Medical Data Analytics Centre, The Chinese University of Hong Kong, Hong Kong SAR, China.
Department of Medicine and Therapeutics, The Chinese University of Hong Kong, Hong Kong SAR, China.
Am J Gastroenterol. 2021 Jun 1;116(6):1274-1283. doi: 10.14309/ajg.0000000000001142.
Immunotherapy has dramatically improved the survival of patients with advanced or metastatic malignancies. Recent studies suggest that immunotherapy may increase the risk of hepatitis, whereas it may also induce functional cure of chronic hepatitis B virus (HBV) infection. We evaluated the incidence of hepatitis flare, HBV reactivation, hepatitis B surface antigen (HBsAg) seroclearance or seroreversion in patients with current or past HBV infection who had received immunotherapy.
This was a territory-wide observational cohort study in Hong Kong. We identified patients through electronic medical records based on the prescriptions of immune checkpoint inhibitors from July 1, 2014, to December 31, 2019. Patients who were HBsAg positive or HBsAg negative with results for antibody to hepatitis B surface or core antigen (anti-HBs or anti-HBc) were included.

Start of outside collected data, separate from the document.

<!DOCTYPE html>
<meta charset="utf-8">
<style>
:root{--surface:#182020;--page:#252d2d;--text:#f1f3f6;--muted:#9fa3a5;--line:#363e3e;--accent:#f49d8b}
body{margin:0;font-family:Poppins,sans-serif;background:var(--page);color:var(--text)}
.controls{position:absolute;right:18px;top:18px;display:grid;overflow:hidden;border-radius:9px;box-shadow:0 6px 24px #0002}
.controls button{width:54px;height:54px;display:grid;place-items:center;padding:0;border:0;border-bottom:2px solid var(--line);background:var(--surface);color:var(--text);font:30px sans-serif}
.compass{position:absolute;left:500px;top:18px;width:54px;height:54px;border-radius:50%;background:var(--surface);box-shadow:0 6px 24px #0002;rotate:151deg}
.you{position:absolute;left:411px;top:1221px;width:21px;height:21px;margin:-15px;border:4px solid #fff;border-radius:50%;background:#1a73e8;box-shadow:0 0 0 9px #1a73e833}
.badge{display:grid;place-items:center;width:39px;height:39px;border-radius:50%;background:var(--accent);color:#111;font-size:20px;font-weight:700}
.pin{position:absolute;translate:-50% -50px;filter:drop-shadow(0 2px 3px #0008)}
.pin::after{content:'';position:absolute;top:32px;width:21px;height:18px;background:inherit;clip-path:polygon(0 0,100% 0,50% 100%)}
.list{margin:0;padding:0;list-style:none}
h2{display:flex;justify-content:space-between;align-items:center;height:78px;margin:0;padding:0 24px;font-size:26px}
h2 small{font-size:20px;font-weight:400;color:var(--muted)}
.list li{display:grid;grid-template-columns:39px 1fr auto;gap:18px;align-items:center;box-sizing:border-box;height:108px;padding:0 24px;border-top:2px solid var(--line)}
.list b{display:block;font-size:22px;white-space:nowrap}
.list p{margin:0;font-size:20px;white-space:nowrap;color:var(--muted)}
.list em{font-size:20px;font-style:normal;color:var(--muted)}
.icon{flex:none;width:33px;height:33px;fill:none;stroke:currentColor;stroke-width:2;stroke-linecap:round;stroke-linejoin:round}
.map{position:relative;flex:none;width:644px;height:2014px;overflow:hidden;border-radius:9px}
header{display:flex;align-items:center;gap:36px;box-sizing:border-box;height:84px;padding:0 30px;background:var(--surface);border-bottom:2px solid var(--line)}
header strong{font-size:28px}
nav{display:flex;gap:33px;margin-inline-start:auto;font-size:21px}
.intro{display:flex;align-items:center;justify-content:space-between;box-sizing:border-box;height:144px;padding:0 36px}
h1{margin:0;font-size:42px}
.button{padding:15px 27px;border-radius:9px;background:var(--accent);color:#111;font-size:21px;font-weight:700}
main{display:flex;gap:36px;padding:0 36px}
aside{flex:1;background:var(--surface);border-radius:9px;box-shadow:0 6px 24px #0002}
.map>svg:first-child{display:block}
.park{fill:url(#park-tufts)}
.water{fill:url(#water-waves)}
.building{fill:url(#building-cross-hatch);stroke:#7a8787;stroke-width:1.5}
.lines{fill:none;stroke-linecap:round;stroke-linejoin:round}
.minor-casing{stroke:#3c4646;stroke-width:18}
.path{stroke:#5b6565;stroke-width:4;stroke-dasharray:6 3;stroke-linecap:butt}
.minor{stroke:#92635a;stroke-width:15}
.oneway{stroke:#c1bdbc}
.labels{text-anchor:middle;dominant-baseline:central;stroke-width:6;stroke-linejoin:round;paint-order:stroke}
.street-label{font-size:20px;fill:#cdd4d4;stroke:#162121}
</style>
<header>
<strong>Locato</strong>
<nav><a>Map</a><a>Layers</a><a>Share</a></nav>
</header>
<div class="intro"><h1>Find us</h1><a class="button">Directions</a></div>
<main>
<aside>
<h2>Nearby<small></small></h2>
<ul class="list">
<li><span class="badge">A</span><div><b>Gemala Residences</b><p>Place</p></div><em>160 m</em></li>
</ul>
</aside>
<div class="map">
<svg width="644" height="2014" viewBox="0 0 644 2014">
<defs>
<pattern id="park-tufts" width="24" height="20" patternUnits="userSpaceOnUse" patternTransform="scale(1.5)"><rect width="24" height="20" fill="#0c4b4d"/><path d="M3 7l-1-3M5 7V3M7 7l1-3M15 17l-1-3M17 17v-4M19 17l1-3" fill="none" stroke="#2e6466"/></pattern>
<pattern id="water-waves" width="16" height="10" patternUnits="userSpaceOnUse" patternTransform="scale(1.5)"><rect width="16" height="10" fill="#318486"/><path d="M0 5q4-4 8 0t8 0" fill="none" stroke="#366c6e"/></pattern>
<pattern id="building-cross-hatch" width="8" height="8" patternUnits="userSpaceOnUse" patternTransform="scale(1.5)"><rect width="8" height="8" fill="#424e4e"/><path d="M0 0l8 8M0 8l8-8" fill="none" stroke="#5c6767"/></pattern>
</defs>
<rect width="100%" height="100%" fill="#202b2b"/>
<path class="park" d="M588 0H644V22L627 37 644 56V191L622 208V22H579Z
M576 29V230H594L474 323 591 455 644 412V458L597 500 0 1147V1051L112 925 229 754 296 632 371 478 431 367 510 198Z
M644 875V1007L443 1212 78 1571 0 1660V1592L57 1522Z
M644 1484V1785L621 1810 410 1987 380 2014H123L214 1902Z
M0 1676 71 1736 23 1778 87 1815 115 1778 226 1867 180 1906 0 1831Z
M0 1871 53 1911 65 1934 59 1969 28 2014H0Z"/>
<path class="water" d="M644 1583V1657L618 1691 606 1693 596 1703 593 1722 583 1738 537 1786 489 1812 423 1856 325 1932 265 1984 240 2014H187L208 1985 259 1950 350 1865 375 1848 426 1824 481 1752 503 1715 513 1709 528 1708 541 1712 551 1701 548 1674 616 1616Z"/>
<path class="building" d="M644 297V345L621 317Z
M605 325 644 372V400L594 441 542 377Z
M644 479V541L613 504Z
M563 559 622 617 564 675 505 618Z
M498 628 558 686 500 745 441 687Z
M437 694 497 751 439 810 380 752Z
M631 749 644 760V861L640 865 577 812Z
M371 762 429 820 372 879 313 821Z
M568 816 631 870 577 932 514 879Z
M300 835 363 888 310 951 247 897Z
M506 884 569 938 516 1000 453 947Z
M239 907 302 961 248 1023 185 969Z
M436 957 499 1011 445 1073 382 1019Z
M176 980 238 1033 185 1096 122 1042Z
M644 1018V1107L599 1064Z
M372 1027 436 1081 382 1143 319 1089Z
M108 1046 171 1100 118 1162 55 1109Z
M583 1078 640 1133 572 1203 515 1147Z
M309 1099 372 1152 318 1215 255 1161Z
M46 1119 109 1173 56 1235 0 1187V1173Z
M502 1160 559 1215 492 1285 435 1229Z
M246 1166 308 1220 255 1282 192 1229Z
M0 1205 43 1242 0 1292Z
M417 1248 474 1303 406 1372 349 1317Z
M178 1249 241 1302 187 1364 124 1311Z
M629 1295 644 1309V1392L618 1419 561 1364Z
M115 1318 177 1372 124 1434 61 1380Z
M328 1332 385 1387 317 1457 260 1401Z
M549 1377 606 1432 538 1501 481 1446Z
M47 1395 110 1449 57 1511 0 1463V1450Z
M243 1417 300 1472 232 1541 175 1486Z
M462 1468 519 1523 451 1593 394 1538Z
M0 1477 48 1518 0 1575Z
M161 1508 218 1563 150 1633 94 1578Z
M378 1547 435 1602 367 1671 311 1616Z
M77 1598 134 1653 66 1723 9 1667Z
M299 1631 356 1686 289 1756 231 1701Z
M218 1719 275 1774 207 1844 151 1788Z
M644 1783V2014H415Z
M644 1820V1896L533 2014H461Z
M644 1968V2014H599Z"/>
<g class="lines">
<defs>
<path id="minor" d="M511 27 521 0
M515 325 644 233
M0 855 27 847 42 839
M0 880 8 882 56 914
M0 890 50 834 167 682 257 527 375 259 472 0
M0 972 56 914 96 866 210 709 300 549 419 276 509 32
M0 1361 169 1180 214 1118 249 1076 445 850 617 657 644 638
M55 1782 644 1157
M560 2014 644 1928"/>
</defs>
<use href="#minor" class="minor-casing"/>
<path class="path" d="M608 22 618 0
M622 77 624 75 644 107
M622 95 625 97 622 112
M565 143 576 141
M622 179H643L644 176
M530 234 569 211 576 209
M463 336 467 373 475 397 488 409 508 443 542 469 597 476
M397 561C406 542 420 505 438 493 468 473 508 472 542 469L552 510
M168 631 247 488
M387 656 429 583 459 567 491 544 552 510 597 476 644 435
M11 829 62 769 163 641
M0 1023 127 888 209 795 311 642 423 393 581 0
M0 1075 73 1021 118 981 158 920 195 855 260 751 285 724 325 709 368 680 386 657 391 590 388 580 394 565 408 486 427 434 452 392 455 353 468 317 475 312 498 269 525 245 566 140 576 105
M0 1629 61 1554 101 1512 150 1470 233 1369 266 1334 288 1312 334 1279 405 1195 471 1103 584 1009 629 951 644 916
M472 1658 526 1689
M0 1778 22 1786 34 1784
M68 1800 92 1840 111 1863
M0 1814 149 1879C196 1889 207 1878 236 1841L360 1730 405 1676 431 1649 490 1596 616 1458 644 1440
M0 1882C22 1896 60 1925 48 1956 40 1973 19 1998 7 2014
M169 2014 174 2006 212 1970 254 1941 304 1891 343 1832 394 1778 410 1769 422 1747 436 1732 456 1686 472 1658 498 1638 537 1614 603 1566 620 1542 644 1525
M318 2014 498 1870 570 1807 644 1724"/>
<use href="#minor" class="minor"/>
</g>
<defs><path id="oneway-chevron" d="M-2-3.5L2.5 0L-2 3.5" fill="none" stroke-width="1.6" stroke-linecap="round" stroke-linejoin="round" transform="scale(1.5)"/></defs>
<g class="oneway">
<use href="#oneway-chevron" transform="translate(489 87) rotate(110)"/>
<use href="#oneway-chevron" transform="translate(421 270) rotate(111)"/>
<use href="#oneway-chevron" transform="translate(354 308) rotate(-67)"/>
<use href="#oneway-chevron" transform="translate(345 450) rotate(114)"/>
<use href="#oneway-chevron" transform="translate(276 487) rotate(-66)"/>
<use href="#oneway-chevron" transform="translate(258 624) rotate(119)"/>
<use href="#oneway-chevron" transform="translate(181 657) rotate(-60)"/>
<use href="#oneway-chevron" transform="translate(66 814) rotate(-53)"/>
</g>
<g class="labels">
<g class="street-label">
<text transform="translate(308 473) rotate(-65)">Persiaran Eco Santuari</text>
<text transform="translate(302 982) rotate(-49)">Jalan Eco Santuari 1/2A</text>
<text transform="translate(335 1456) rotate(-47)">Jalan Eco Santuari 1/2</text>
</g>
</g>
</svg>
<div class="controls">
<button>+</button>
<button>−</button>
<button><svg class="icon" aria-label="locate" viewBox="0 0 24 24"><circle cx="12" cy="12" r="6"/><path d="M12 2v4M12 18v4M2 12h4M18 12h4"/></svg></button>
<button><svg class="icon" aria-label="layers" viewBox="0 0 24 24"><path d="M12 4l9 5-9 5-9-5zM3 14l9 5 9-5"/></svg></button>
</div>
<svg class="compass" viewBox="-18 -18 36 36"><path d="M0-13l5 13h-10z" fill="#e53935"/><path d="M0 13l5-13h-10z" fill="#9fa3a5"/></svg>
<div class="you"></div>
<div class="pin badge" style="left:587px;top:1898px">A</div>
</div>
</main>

A total of 990 patients (397 HBsAg-positive, 593 HBsAg-negative with 482 anti-HBc and/or anti-HBs positive, and 111 both anti-HBc and anti-HBs negative) were identified. All of HBsAg-positive and 15.9% HBsAg-negative patients were put on oral antiviral treatment. Hepatitis flare (alanine aminotransferase >2 times of the upper limit of normal) occurred in 39.3% HBsAg-positive and 30.4% HBsAg-negative patients. High baseline alanine aminotransferase and combination of immunotherapy increased the risk of hepatitis. HBV reactivation (≥2 log increase in HBV DNA from baseline) occurred in 2 HBsAg-positive patients; HBsAg seroclearance and seroreversion was observed in 1 HBsAg-positive and 1 HBsAg-negative patient, respectively (<1%).
Hepatitis flare occurs in approximately 40% of HBsAg-positive patients and 30% of HBsAg-negative patients during immunotherapy. HBV reactivation, HBsAg seroclearance, and HBsAg seroreversion are rare. Current or past HBV infection has no impact on the emergence of hepatic flare associated with immunotherapy.
免疫疗法显著改善了晚期或转移性恶性肿瘤患者的生存率。最近的研究表明,免疫疗法可能会增加肝炎的风险,同时也可能诱导慢性乙型肝炎病毒(HBV)感染的功能性治愈。我们评估了目前或既往 HBV 感染者接受免疫治疗后肝炎发作、HBV 再激活、乙肝表面抗原(HBsAg)血清清除或血清转换的发生率。
这是一项在香港进行的全港范围观察性队列研究。我们通过电子病历根据 2014 年 7 月 1 日至 2019 年 12 月 31 日免疫检查点抑制剂的处方确定患者。包括 HBsAg 阳性或 HBsAg 阴性但 HBV 表面或核心抗原抗体(抗-HBs 或抗-HBc)阳性的患者。
共纳入 990 例患者(397 例 HBsAg 阳性,593 例 HBsAg 阴性,其中 482 例抗-HBc 和/或抗-HBs 阳性,111 例抗-HBc 和抗-HBs 均阴性)。所有 HBsAg 阳性患者和 15.9% HBsAg 阴性患者均接受口服抗病毒治疗。HBsAg 阳性患者中 39.3%和 HBsAg 阴性患者中 30.4%发生肝炎发作(丙氨酸氨基转移酶>正常上限的 2 倍)。高基线丙氨酸氨基转移酶和免疫治疗联合增加了肝炎的风险。2 例 HBsAg 阳性患者发生 HBV 再激活(HBV DNA 较基线升高≥2 对数);1 例 HBsAg 阳性患者和 1 例 HBsAg 阴性患者发生 HBsAg 血清清除和血清转换(分别为<1%)。
免疫治疗期间,约 40%的 HBsAg 阳性患者和 30%的 HBsAg 阴性患者发生肝炎发作。HBV 再激活、HBsAg 血清清除和 HBsAg 血清转换较为罕见。目前或既往 HBV 感染对免疫治疗相关肝性发作的发生无影响。